Exercise goal:
Once you reach the line containing "Detect the street" in the data below, restate each line word for word up to and including the one containing "I need the bounding".

☆ ☆ ☆ ☆ ☆ ☆ ☆

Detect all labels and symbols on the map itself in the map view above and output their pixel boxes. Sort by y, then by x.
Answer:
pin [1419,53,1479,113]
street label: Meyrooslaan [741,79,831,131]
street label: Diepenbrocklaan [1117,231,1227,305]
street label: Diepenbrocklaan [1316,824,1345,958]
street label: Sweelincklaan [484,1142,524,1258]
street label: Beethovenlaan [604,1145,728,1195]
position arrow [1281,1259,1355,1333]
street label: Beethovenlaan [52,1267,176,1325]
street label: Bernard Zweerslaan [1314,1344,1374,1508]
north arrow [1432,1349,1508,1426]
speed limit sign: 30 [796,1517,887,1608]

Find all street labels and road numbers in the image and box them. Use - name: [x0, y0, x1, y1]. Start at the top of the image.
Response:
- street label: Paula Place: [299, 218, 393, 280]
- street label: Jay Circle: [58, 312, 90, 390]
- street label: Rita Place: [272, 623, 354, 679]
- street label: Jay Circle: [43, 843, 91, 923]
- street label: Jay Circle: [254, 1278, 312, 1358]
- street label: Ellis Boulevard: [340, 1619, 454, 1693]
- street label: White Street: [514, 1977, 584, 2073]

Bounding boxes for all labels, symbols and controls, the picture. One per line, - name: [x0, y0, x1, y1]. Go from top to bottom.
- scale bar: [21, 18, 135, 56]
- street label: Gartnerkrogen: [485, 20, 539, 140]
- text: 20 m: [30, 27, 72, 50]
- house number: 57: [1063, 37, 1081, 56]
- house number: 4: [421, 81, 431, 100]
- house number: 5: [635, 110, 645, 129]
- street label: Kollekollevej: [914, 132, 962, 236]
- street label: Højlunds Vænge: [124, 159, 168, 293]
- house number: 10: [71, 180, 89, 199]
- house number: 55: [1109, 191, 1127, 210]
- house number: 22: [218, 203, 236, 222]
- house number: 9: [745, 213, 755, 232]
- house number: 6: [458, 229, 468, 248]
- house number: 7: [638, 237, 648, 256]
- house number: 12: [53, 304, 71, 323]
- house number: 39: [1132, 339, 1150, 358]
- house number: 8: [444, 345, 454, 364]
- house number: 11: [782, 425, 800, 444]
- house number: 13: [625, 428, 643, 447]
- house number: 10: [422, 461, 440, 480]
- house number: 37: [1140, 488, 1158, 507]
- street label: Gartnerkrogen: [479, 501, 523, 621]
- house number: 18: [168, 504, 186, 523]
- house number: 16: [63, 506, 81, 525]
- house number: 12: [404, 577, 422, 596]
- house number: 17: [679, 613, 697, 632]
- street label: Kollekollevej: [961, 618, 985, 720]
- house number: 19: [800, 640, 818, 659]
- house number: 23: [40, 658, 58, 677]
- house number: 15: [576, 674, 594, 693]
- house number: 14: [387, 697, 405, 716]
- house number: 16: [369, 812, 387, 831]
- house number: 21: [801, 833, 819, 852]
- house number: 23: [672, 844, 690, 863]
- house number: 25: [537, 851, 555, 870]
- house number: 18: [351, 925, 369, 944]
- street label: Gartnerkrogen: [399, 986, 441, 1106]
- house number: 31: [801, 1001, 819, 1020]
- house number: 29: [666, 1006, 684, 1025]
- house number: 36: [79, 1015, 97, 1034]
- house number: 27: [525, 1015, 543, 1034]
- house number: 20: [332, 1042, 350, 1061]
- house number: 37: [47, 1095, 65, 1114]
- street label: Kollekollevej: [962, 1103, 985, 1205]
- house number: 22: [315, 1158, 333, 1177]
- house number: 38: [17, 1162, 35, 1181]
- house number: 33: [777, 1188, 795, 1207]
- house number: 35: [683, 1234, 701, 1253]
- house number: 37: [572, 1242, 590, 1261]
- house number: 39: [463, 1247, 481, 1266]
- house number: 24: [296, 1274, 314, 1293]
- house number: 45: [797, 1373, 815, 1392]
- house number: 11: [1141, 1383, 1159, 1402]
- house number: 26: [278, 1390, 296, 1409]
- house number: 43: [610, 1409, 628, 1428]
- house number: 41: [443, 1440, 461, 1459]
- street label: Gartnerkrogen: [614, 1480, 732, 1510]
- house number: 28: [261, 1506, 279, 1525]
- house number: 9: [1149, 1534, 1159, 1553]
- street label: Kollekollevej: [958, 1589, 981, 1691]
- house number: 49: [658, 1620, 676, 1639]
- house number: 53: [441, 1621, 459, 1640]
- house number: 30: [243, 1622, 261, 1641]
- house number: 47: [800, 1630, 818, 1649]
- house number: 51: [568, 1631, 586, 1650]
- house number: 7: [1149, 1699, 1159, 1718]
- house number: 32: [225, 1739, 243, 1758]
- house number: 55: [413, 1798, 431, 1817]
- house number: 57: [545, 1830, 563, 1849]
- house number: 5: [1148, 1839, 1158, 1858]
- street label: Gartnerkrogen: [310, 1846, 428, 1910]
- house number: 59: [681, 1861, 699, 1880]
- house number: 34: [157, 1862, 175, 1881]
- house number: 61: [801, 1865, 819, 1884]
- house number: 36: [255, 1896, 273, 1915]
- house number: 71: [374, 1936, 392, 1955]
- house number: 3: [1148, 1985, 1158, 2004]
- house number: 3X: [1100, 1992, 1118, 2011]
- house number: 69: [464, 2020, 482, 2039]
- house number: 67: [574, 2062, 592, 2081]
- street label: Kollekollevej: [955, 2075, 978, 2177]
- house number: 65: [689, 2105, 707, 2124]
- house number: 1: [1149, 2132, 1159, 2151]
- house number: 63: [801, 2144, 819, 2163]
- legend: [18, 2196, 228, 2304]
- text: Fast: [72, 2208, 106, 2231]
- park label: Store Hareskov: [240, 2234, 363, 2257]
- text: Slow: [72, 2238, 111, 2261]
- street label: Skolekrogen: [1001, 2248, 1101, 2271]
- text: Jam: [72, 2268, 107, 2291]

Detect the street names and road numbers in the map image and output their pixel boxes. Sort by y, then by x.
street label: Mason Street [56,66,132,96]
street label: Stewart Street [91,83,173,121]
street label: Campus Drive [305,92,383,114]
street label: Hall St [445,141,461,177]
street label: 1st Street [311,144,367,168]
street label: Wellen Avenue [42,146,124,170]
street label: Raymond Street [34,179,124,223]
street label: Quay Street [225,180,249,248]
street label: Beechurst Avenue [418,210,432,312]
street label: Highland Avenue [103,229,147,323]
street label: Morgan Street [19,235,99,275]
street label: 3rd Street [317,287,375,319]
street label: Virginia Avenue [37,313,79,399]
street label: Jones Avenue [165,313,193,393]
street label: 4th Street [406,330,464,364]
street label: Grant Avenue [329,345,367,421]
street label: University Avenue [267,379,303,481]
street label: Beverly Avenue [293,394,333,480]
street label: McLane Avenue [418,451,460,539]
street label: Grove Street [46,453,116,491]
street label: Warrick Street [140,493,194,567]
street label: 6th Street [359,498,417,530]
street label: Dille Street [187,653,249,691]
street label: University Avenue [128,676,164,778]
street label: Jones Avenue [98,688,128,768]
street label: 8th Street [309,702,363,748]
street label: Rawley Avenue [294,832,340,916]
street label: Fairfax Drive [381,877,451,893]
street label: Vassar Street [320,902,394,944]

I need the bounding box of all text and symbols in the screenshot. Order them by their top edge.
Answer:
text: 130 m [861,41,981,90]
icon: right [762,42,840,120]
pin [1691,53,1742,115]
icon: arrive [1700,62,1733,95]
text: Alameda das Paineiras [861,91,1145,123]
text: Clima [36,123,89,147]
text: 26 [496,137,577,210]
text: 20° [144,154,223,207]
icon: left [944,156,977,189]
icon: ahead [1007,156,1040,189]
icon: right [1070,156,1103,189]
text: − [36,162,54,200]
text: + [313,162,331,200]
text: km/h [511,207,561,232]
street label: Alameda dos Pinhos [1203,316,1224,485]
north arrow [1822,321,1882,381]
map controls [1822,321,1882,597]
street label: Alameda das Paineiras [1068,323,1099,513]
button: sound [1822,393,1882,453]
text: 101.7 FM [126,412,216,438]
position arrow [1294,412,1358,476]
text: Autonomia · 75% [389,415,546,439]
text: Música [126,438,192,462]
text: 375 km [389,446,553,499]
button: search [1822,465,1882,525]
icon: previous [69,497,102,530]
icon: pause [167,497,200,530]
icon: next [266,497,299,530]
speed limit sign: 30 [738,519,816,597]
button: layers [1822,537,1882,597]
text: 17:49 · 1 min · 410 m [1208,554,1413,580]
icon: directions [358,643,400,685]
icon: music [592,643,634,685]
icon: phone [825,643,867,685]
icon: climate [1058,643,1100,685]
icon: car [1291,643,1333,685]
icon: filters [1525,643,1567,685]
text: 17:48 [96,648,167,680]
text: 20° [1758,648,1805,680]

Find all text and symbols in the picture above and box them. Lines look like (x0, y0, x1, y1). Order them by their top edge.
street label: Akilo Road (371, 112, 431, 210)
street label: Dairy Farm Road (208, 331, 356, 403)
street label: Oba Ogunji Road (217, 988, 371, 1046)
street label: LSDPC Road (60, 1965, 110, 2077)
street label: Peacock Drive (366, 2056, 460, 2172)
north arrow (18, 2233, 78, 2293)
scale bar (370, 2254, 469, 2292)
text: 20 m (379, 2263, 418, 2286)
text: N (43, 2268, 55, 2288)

☆ ☆ ☆ ☆ ☆ ☆ ☆

Solution to this problem:
Detect the street names and road numbers in the map image and output their pixel boxes. Sort by y, then by x.
street label: Mason Street [56,66,132,96]
street label: Stewart Street [91,83,173,121]
street label: Campus Drive [305,92,383,114]
street label: Hall St [445,141,461,177]
street label: 1st Street [311,144,367,168]
street label: Wellen Avenue [42,146,124,170]
street label: Raymond Street [34,179,124,223]
street label: Quay Street [225,180,249,248]
street label: Beechurst Avenue [418,210,432,312]
street label: Highland Avenue [103,229,147,323]
street label: Morgan Street [19,235,99,275]
street label: 3rd Street [317,287,375,319]
street label: Virginia Avenue [37,313,79,399]
street label: Jones Avenue [165,313,193,393]
street label: 4th Street [406,330,464,364]
street label: Grant Avenue [329,345,367,421]
street label: University Avenue [267,379,303,481]
street label: Beverly Avenue [293,394,333,480]
street label: McLane Avenue [418,451,460,539]
street label: Grove Street [46,453,116,491]
street label: Warrick Street [140,493,194,567]
street label: 6th Street [359,498,417,530]
street label: Dille Street [187,653,249,691]
street label: University Avenue [128,676,164,778]
street label: Jones Avenue [98,688,128,768]
street label: 8th Street [309,702,363,748]
street label: Rawley Avenue [294,832,340,916]
street label: Fairfax Drive [381,877,451,893]
street label: Vassar Street [320,902,394,944]

I need the bounding box of all text and symbols in the screenshot. Order them by their top edge.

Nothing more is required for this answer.